Women Who Work In Midlife Tend To Live Longer, Study Finds

mbg Editorial Assistant By Abby Moore
mbg Editorial Assistant
Abby Moore is an Editorial Assistant at mindbodygreen. She earned a B.A. in Journalism from The University of Texas at Austin and has previously written for Tribeza magazine.
Coworkers Talking in an Office

Image by BONNINSTUDIO / Stocksy

Monday mornings can be rough. In the face of burnout or an upcoming presentation, the comfort of your bed somehow becomes harder to ignore. If you're wondering whether those early morning struggles are worth it, this recent study might motivate you to get out of bed and get to work.

A study recently published in the journal Demography found that women who work consistently during their "prime midlife working years" were more physically and mentally healthy later in life than unemployed women. 

The study, led by research scientist Jennifer Caputo, Ph.D., analyzed data from 5,100 women.
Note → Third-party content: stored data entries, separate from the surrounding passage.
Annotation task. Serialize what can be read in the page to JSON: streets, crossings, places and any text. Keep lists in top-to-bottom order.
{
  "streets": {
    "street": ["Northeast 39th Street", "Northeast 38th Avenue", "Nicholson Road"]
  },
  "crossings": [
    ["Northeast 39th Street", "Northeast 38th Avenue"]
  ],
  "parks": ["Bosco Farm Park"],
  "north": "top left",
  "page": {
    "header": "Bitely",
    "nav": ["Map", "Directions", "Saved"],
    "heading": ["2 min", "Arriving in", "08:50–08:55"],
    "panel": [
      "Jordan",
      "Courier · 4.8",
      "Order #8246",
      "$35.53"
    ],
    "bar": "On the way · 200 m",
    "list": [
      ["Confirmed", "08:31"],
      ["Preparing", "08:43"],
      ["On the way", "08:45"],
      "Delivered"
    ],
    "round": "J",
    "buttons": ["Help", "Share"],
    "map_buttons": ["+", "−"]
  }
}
The survey began when the women were between 30 and 44 years old and ended when they were 66 to 80 years old. 

The collected data showed that women who were employed for the first 20 years of the study were less depressed when they entered retirement age and lowered their risk of dying by 25% compared to women who did not work for pay. 

"Paid work is one of the most important social determinants of health for both women and men," the study wrote. This is because employment can provide both financial and social resources that promote stability and well-being. 

Women who had negative experiences at work (not finding satisfaction in their jobs or being victims of discrimination) were more likely to experience depressive symptoms and declined health but still had greater health than women who were unemployed. 

"Our findings support the conclusion that women's health is benefited by being employed, regardless of their economic situation and even if they don't always have the best working experiences," Caputo said in a news release. 

Living in a generation where women (even young women) are visible and empowered doesn't necessarily simplify the conflicts of work-family balance. Studies have shown that women experience 30% to 40% more guilt than men when work interferes with personal life. 

Deciding whether to work for pay or stay at home is a personal choice and should not be influenced by societal pressure. While the statistics from this study are scientifically proven, other studies have revealed the many benefits of being a stay-at-home mom. 

In one 2013 study, children of stay-at-home parents had higher GPAs than other students, and the long-standing infant-parent attachment theory recognizes that children with a stable and consistent primary caregiver are less likely to have behavioral and psychological issues later in life. 

Whatever you decide, know that your parenting path is your choice and should be made based upon your own personal and family needs. If you choose to go to work, surround yourself with a support system both in the office and at home.